According to MIT Technology Review, that’s all going to change after  Federico Tavella and his team from the University of Padua in Itlay revealed that they have designed and tested a technique based on bacterial nanonetworks. 

The principle is actually quite simple. Bacteria often carry genetic information in the form of tiny circular rings of double-stranded DNA called plasmids. The idea going forward is to store data in plasmids inside bacterial cells that are trapped in a specific location. To retrieve this information, the researchers send motile bacteria to this site, where they conjugate with trapped bacteria and capture the data-carrying plasmids. Lastly, the motile bacteria then carry this information to a device that extracts the plasmids and reads the data they carry. 

The team has even managed to perform a proof-of-principle experiment, using two different strains of E.coli – HB101 and Novablue – that are resistant to different antibiotics. HB101 is resistant to streptomycin, while Novablue has tetracycline – resistant plasmids. Novablue can pass on this resistance to HB101 by transferring these plasmids during conjugation.

This effectively gives the team control over where the bacteria can grow. The prototype memory consists of a data storage area, a data reader, and a data transfer channel that connects them. In order to store the data, the researchers encode a simple message into the tetracycline-resistant plasmids carried by the Novablue bacteria. 

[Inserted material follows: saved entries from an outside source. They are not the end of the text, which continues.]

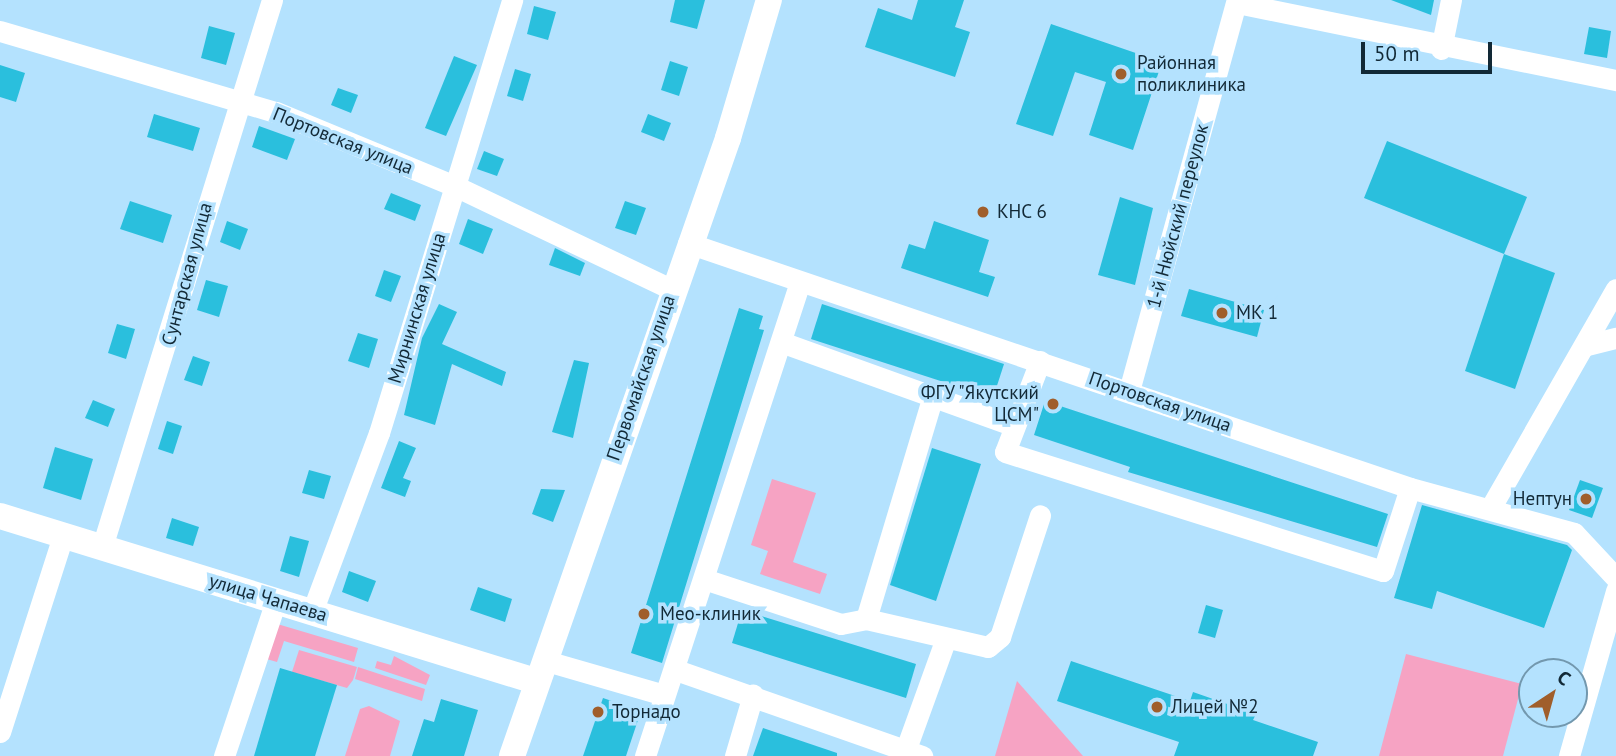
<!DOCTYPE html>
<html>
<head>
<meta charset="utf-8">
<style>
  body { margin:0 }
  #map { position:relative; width:1616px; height:756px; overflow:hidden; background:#b4e2fe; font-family:"PT Sans",sans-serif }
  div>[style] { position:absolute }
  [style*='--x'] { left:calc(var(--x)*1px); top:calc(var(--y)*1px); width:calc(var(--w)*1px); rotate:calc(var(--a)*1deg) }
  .green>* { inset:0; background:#f6a3c3 }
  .building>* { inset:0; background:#2abfdd }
  .minor>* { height:21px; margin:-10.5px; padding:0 10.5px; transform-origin:10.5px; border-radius:10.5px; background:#fff }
  .major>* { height:26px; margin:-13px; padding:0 13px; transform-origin:13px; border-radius:13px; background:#fff }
  .dots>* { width:19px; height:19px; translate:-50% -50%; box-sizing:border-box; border:4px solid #b4e2fe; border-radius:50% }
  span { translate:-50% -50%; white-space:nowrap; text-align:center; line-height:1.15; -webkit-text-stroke:7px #b4e2fe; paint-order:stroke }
  .poi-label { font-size:19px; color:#122936 }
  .left { translate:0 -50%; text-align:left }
  .right { translate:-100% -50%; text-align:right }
  .street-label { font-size:19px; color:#122936 }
  .north { position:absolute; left:1518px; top:658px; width:70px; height:70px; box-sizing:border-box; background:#b4e2fe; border:2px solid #7398ae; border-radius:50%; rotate:36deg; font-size:19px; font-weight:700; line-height:28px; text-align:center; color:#122936 }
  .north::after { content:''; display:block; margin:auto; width:24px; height:32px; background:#a05e2b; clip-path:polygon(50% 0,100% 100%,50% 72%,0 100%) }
  .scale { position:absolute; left:1361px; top:42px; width:131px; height:32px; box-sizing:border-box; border:4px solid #122936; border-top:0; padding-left:9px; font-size:21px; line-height:24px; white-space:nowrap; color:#122936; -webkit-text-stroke:5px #b4e2fe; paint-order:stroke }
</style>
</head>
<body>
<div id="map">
  <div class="green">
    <div style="clip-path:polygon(772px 479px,816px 493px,793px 562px,827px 574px,820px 594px,760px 574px,768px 551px,751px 545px)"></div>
    <div style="clip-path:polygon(274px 623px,358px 648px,354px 662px,284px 641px,277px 662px,263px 658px)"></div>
    <div style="clip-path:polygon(299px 650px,357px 667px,353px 680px,347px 688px,292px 672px)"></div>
    <div style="clip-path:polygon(1406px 654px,1522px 684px,1503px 756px,1379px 756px)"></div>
    <div style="clip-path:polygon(394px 656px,430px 675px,426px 685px,375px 668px,377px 661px,391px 665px)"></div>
    <div style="clip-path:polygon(358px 667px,425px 689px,422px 701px,355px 679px)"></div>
    <div style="clip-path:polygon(1017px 681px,1083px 756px,995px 756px)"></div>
    <div style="clip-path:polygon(369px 706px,400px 721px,390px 756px,345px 756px,360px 709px)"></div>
  </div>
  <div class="building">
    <div style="clip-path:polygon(675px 0,705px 0,697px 29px,670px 22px)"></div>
    <div style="clip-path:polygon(918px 0,964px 0,955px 27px,970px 32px,955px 77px,865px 47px,878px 8px,912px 20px)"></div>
    <div style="clip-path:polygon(1391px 0,1434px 0,1431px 15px)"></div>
    <div style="clip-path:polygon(534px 6px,556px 12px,548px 40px,527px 34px)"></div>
    <div style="clip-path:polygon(1051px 24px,1162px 62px,1133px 150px,1089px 135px,1106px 82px,1075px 72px,1053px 136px,1016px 124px)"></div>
    <div style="clip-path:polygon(209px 26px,235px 33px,226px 65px,201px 58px)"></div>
    <div style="clip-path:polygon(1589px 27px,1611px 31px,1607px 58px,1584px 54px)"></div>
    <div style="clip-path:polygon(454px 56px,477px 65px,446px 136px,425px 128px)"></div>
    <div style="clip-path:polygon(670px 61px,688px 67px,679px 96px,661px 90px)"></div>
    <div style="clip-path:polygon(0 65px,25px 73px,16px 102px,0 97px)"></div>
    <div style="clip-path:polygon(515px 69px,531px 74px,523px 101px,507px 96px)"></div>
    <div style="clip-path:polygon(338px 88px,358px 95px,351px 113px,331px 105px)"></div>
    <div style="clip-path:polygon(154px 114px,200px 128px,193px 151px,147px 137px)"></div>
    <div style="clip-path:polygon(648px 114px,671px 123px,664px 141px,641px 132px)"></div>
    <div style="clip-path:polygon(259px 126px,295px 139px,287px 160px,252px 147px)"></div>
    <div style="clip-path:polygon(1387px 141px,1527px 197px,1504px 254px,1364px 198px)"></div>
    <div style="clip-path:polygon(484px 151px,504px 159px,497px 176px,477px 169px)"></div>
    <div style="clip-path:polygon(391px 193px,421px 205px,415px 221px,384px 209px)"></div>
    <div style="clip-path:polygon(1120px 197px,1153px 208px,1135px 285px,1098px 275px)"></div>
    <div style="clip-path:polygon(130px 201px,172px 215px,163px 243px,120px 229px)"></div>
    <div style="clip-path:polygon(625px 201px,646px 208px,636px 235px,615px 228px)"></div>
    <div style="clip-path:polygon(468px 219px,493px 229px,483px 254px,459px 244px)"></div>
    <div style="clip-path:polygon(227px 221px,248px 229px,240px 250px,220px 242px)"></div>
    <div style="clip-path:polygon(934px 221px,989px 240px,979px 272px,995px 277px,988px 297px,901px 268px,909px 244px,925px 249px)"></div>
    <div style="clip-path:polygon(555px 248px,585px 263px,580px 276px,549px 265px)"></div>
    <div style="clip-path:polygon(1504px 254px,1555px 273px,1515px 389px,1465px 371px)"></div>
    <div style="clip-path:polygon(384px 270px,401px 276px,391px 302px,375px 296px)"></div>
    <div style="clip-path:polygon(206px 280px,228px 286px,219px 317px,197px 310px)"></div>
    <div style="clip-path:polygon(1189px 289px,1264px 310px,1257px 337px,1181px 316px)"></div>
    <div style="clip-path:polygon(439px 304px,457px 312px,442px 344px,506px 372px,502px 386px,452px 364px,435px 425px,404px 415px,422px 338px)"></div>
    <div style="clip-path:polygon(822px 304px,1004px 364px,993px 398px,811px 339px)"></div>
    <div style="clip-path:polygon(739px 308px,763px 316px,759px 329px,764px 330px,662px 663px,631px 653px)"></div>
    <div style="clip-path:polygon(117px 324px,135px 329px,126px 359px,108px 353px)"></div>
    <div style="clip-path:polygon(358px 333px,378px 339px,369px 368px,348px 361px)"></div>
    <div style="clip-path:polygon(193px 356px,210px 362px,202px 386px,184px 380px)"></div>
    <div style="clip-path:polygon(574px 360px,589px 363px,573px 438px,552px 432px)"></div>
    <div style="clip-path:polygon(93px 400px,115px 409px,108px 427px,85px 418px)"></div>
    <div style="clip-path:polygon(1045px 401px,1388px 514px,1377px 547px,1128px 472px,1130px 467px,1034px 435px)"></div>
    <div style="clip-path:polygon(167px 421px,182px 426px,173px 454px,158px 449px)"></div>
    <div style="clip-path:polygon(399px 441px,416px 448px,403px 478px,411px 481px,405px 497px,381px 488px)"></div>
    <div style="clip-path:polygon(55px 447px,93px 459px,81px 500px,43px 488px)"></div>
    <div style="clip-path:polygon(932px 448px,981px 464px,936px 601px,890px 585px)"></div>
    <div style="clip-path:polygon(309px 470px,331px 476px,324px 499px,302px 493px)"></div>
    <div style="clip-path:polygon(1580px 480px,1603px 488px,1592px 518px,1569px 510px)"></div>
    <div style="clip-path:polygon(541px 489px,565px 490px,553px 522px,532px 514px)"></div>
    <div style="clip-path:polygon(1422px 505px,1567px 545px,1572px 550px,1544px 628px,1437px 591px,1432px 609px,1394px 598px)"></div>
    <div style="clip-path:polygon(172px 518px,199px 527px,193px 546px,166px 538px)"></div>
    <div style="clip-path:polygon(290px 536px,309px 541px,299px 577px,280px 571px)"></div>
    <div style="clip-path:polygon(349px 571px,376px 581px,368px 602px,342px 592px)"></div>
    <div style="clip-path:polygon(478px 587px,512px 599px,505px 622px,470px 610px)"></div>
    <div style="clip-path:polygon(1206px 605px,1223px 610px,1215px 638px,1198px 633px)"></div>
    <div style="clip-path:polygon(742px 610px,916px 664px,906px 698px,732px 643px)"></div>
    <div style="clip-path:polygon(1071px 661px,1190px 701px,1193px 692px,1256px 714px,1253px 720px,1318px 742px,1313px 756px,1174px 756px,1179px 742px,1057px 701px)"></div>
    <div style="clip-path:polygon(280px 668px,337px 685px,315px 756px,254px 756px)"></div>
    <div style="clip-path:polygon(603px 698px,641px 711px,626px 756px,583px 756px)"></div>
    <div style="clip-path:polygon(441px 699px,478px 710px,464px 756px,412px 756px,424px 719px,434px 722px)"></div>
    <div style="clip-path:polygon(763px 728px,837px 753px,837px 756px,753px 756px)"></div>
  </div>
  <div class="minor">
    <div style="--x:1237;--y:3;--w:387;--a:11.5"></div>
    <div style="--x:0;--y:31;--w:288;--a:16.4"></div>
    <div style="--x:276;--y:112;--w:194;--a:22.5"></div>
    <div style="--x:455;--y:186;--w:239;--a:25.5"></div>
    <div style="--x:1441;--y:49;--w:50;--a:-78.5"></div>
    <div style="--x:688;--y:243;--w:762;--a:18.74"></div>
    <div style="--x:1410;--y:488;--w:170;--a:15.3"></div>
    <div style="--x:1574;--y:533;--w:62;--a:47"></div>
    <div style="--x:781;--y:342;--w:245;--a:19.8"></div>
    <div style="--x:1587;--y:345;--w:30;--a:-14"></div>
    <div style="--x:1040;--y:361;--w:97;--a:111"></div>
    <div style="--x:1005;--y:452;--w:396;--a:17.5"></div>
    <div style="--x:1383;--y:571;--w:87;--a:-72"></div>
    <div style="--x:1129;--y:391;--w:406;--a:-74.6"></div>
    <div style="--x:1491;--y:507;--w:251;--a:-60.2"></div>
    <div style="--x:102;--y:547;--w:573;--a:-72.74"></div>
    <div style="--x:704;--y:579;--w:144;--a:18.2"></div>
    <div style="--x:841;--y:624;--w:25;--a:-11"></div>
    <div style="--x:866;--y:619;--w:125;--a:12.9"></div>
    <div style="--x:988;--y:647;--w:16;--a:-40"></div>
    <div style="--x:1000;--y:637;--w:128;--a:-71.8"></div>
    <div style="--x:312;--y:612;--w:191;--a:-69.5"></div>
    <div style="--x:379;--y:433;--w:453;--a:-72.9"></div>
    <div style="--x:866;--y:619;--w:230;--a:-73.3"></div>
    <div style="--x:543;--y:660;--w:123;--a:16.1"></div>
    <div style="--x:676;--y:670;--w:261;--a:19.3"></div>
    <div style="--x:0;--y:732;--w:206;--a:-72.2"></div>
    <div style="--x:907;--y:746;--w:112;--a:-70.1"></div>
    <div style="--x:224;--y:756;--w:163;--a:-71.5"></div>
    <div style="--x:645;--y:756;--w:498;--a:-71.9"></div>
    <div style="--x:735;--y:756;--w:64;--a:-73.6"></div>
    <div style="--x:1569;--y:756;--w:172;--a:-74.1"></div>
  </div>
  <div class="major">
    <div style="--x:0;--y:516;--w:560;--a:17.14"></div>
    <div style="--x:512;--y:756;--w:655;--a:-70.73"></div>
    <div style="--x:728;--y:138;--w:144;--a:-73.5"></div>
  </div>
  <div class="dots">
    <div style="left:1121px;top:74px;background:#a05e2b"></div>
    <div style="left:983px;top:212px;background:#a05e2b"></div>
    <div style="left:1222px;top:313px;background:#a05e2b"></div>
    <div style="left:1053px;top:404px;background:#a05e2b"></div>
    <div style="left:1586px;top:499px;background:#a05e2b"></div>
    <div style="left:644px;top:614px;background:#a05e2b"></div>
    <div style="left:1157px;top:707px;background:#a05e2b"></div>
    <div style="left:598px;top:712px;background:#a05e2b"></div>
  </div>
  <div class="poi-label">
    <span class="left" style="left:1137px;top:74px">Районная<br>поликлиника</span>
    <span class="left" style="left:997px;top:212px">КНС 6</span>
    <span class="left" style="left:1236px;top:313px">МК 1</span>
    <span class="right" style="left:1039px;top:404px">ФГУ "Якутский<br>ЦСМ"</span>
    <span class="right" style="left:1572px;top:499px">Нептун</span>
    <span class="left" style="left:660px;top:614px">Мео-клиник</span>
    <span class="left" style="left:1171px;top:707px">Лицей №2</span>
    <span class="left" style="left:612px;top:712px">Торнадо</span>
  </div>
  <div class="street-label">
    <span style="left:343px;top:141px;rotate:22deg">Портовская улица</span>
    <span style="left:1178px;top:216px;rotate:-75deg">1-й Нюйский переулок</span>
    <span style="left:187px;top:274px;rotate:-75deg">Сунтарская улица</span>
    <span style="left:417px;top:308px;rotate:-73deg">Мирнинская улица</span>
    <span style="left:641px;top:378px;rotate:-71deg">Первомайская улица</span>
    <span style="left:1160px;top:402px;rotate:19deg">Портовская улица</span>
    <span style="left:268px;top:598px;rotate:17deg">улица Чапаева</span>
  </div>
  <div class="north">С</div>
  <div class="scale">50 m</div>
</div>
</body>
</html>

To start this process, the Novablue bacteria are placed in the data storage area, where they are unable to escape. This is a flat surface of hard agar that is not suitable for bacterial motility, the team surrounds this with streptomycin, which kills Novablue. 

The data transfer channel runs from a source of HB101 bacteria across the data storage area and then on toward the data reader. This is made up of soft agar that is suitable for bacterial motility, and since HB101 is resistant to streptomycin, it can move through this channel with relative ease. 

But, the area between the data storage area and the data reader is rich in tetracycline as well as streptomycin, which prevents both bacteria from traveling across it. 

The next process is crucial, as it sees HB101 bacteria travel to the data storage area, conjugate with the Novablue bacteria, and pick up the data-carrying plasmids. However, this is what gives the team tetracycline resistance. Therefore, once they’ve picked up the data, they can then travel on through the channel to the data reader. The researchers then extract the plasmids and read the data. They are then able to watch the way information flows across this specific network thanks to the fluorescent dye. 

It’s worth mentioning that this isn’t a quick process, instead, the HB1010 bacteria takes around 72 hours to travel across the agar channel. Although the data rates have a slow pace, the experiment does show how a DNA archive could work in principle. 

The data archive element can provide very important in such a situation like this. Due to their being many data storage locations, and each one having to be addressable, there must be a way for data transfer bacteria to find each location. 

Tavella and his team have taken that on board and suggested their own possible answer. This takes the form of a molecular positioning system that is analogous to the Global Positioning System. This relies on beacons that each release a chemical that attracts the bacteria. The researchers say that in simulations, this process works well, but they are still yet to try it in a wet lab. 

Despite this, the work is still a very interesting step towards practical DNA-based data storage. “Our solution allows digitally encoded information to be stored into nom-motile bacteria, which compose an archival architecture of clusters, and to be later retrieved by engineered motile bacteria, whenever reading operations are needed,” said Tavella and his team. 

They say that their proof-of-principle experiment shows how this could work. “We have conducted wet lab experiments that show how bacteria nanonetworks can effectively retrieve a simple message, such as ‘Hello World,’ by conjugation with non-motile bacteria, and finally mobilise towards a final point,” they explained.

Yes, there are a number of challenges ahead, but it is definitely a step in the right direction towards dealing with increasing data generation.